Protein-extending ACTN2 frameshift variants cause variable myopathy phenotypes by protein aggregation

Abstract

Objective: The objective of the study is to characterize the pathomechanisms underlying actininopathies. Distal myopathies are a group of rare, inherited muscular disorders characterized by progressive loss of muscle fibers that begin in the distal parts of arms and legs. Recently, variants in a new disease gene, ACTN2, have been shown to cause distal myopathy. ACTN2, a gene previously only associated with cardiomyopathies, encodes alpha-actinin-2, a protein expressed in both cardiac and skeletal sarcomeres. The primary function of alpha-actinin-2 is to link actin and titin to the sarcomere Z-disk. New ACTN2 variants are continuously discovered; however, the clinical significance of many variants remains unknown. Thus, lack of clear genotype-phenotype correlations in ACTN2-related diseases, actininopathies, persists.

Methods: Functional characterization in C2C12 cell model of several ACTN2 variants is conducted, including frameshift and missense variants associated with dominant and recessive actininopathies. We assess the genotype-phenotype correlations of actininopathies using clinical data from several patients carrying these variants.

Results: The results show that the missense variants associated with a recessive form of actininopathy do not cause detectable alpha-actinin-2 aggregates in the cell model. Conversely, dominant frameshift variants causing a protein extension do form alpha-actinin-2 aggregates.
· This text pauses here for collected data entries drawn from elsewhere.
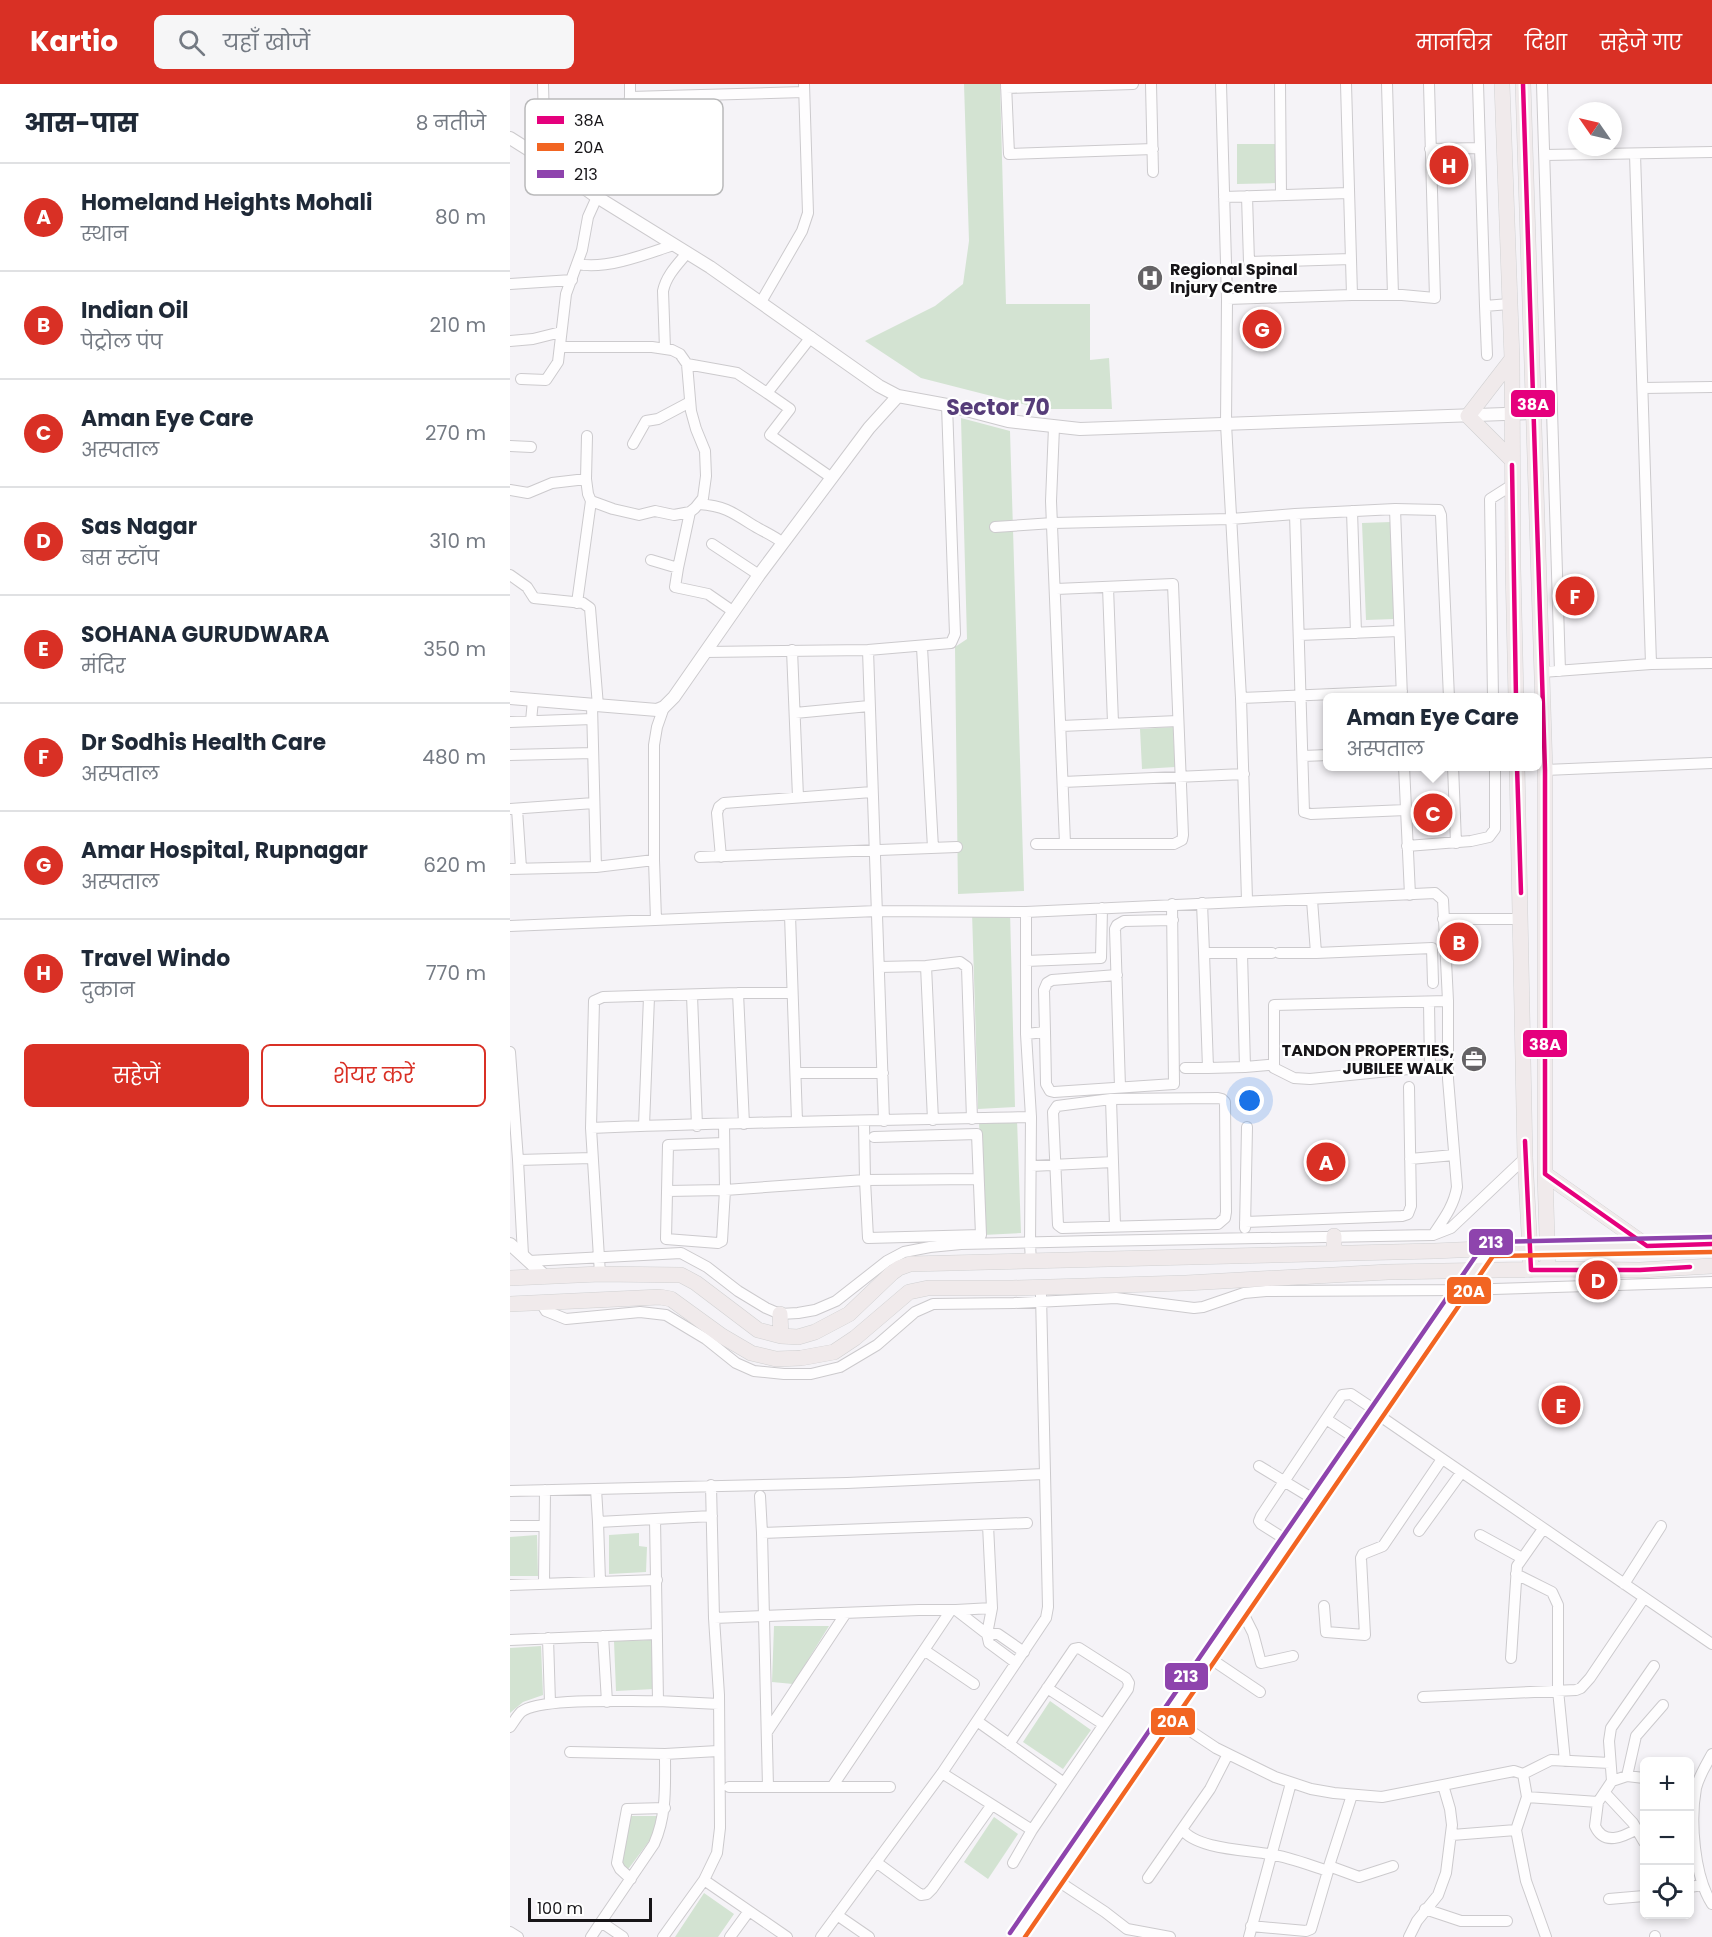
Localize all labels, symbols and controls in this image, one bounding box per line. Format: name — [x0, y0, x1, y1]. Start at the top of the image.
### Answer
search box — [154, 15, 574, 69]
text: Kartio — [30, 22, 118, 61]
icon: search — [175, 26, 208, 59]
text: यहाँ खोजें — [223, 27, 310, 58]
text: मानचित्र — [1416, 28, 1492, 57]
text: दिशा — [1525, 28, 1567, 57]
text: सहेजे गए — [1600, 28, 1682, 57]
legend — [525, 99, 723, 195]
north arrow — [1568, 102, 1622, 156]
text: आस-पास — [24, 105, 138, 141]
text: 8 नतीजे — [416, 109, 486, 137]
text: 38A — [574, 109, 605, 132]
text: 20A — [574, 136, 604, 159]
pin: H — [1430, 142, 1468, 188]
text: 213 — [574, 163, 598, 186]
text: Homeland Heights Mohali — [81, 187, 373, 218]
text: A — [36, 203, 51, 231]
text: 80 m — [435, 203, 486, 231]
text: स्थान — [81, 220, 128, 248]
place label: Regional Spinal Injury Centre — [1170, 258, 1298, 299]
hospital icon: Regional Spinal Injury Centre — [1135, 263, 1165, 293]
text: Indian Oil — [81, 295, 188, 326]
pin: G — [1242, 306, 1281, 352]
text: B — [37, 311, 50, 339]
text: 210 m — [430, 311, 486, 339]
text: पेट्रोल पंप — [81, 328, 163, 356]
line badge: 38A — [1510, 389, 1556, 418]
district label: Sector 70 — [946, 392, 1050, 423]
text: 38A — [1517, 393, 1549, 416]
text: Aman Eye Care — [81, 403, 254, 434]
text: C — [36, 419, 51, 447]
text: 270 m — [425, 419, 486, 447]
text: अस्पताल — [81, 436, 159, 464]
text: Sas Nagar — [81, 511, 197, 542]
text: D — [36, 527, 51, 555]
text: 310 m — [429, 527, 486, 555]
text: बस स्टॉप — [81, 544, 159, 572]
pin: F — [1556, 574, 1594, 618]
text: SOHANA GURUDWARA — [81, 619, 330, 650]
text: E — [38, 635, 49, 663]
text: 350 m — [423, 635, 486, 663]
text: मंदिर — [81, 652, 125, 680]
popup — [1323, 693, 1542, 771]
text: Aman Eye Care — [1346, 702, 1519, 733]
text: Dr Sodhis Health Care — [81, 727, 326, 758]
text: अस्पताल — [1346, 735, 1424, 763]
text: F — [38, 743, 49, 771]
text: 480 m — [422, 743, 486, 771]
text: अस्पताल — [81, 760, 159, 788]
pin: C — [1414, 790, 1452, 836]
text: Amar Hospital, Rupnagar — [81, 835, 368, 866]
text: G — [36, 851, 51, 879]
text: 620 m — [423, 851, 486, 879]
text: अस्पताल — [81, 868, 159, 896]
pin: B — [1440, 920, 1478, 964]
text: Travel Windo — [81, 943, 230, 974]
text: H — [36, 959, 51, 987]
text: 770 m — [426, 959, 486, 987]
text: दुकान — [81, 976, 135, 1004]
line badge: 38A — [1522, 1029, 1568, 1058]
text: 38A — [1529, 1033, 1561, 1056]
place label: TANDON PROPERTIES, JUBILEE WALK — [1282, 1039, 1454, 1080]
button: सहेजें — [24, 1044, 249, 1107]
button: शेयर करें — [261, 1044, 486, 1107]
office icon: TANDON PROPERTIES, JUBILEE WALK — [1459, 1044, 1489, 1074]
your location — [1235, 1086, 1264, 1115]
pin: A — [1306, 1140, 1346, 1184]
line badge: 213 — [1468, 1228, 1514, 1256]
text: 213 — [1479, 1231, 1503, 1254]
pin: D — [1578, 1258, 1618, 1302]
line badge: 20A — [1446, 1276, 1492, 1305]
text: 20A — [1453, 1280, 1485, 1303]
pin: E — [1542, 1382, 1580, 1428]
line badge: 213 — [1164, 1662, 1209, 1691]
text: 213 — [1174, 1665, 1198, 1688]
line badge: 20A — [1150, 1707, 1196, 1736]
text: 20A — [1157, 1710, 1189, 1733]
map controls — [1640, 1757, 1694, 1919]
button: + — [1640, 1757, 1694, 1811]
button: − — [1640, 1811, 1694, 1865]
button: locate — [1640, 1865, 1694, 1919]
scale bar — [528, 1895, 652, 1922]
text: 100 m — [537, 1897, 583, 1920]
Interpretation: The results suggest that alpha-actinin-2 aggregation is the disease mechanism underlying some dominant actininopathies, and thus, we recommend that protein-extending frameshift variants in ACTN2 should be classified as pathogenic. However, this mechanism is likely elicited by only a limited number of variants. Alternative functional characterization methods should be explored to further investigate other molecular mechanisms underlying actininopathies.

Figure 1

(A–C) Pedigrees of reported families. Red coloring denotes strictly cardiac phenotype without skeletal muscle involvement; black coloring denotes skeletal muscle phenotype with or without cardiac involvement. Genotyped individuals are indicated by an asterisk.

Figure 2

(A–D) Muscle MRI studies of family B. (A) Foreleg of patient V‐1 shows severe fatty atrophy of the anterior tibialis, peroneus, and medial head of the gastrocnemius; moderate fatty atrophy of the soleus; and mild fatty atrophy of the distal portion of the posterior tibialis. (B) Foreleg for patient V‐2 shows diffuse bilateral muscle atrophy, mild fatty atrophy of the vastus medialis, and mild subcutaneous edema along the anterolateral aspect of the lower legs without organized fluid collection or mass. (C) Thigh of patient V‐1 shows moderate‐to‐severe fatty atrophy of the vastus intermedius muscle; and mild fatty atrophy of the proximal vastus lateralis, tensor fascia lata, sartorius, biceps femoris, semimembranosus, and gracilis. (D) Thigh of patient V‐2 shows diffuse bilateral muscle atrophy. (E–L) Muscle histopathology of patient V‐1 of family B. (E) Increased endomysial fatty infiltration, variation in myofiber size, and internalized nuclei (H&E). (F) Rimmed vacuoles (arrow) (Gomori trichrome). (G) Cores (NADH‐TR). (H) Increased desmin‐reactivity. (I and J) Predominance and mild atrophy of type 1 myofibers (myosin slow and fast). (K and L) Focal filamentous disruption of sarcomeres (electron microscopy).

Figure 3

Alpha‐actinin‐2 localization in C2C12 myotubes stably expressing WT or mutant eGFP‐ACTN2 (green). Nuclei are stained with Hoechst (blue). Scale bar is 20 μm.

Figure 4

(A) Soluble and insoluble protein fraction per variant with western blot probing for eGFP‐alpha‐actinin‐2. (B) Quantification of eGFP‐alpha‐actinin‐2 in the soluble versus insoluble protein fraction, shown as soluble over insoluble ratio. °mild outlier, *extreme outlier, bars denote minimum and maximum non‐outlier values. n = 3 biological replicates.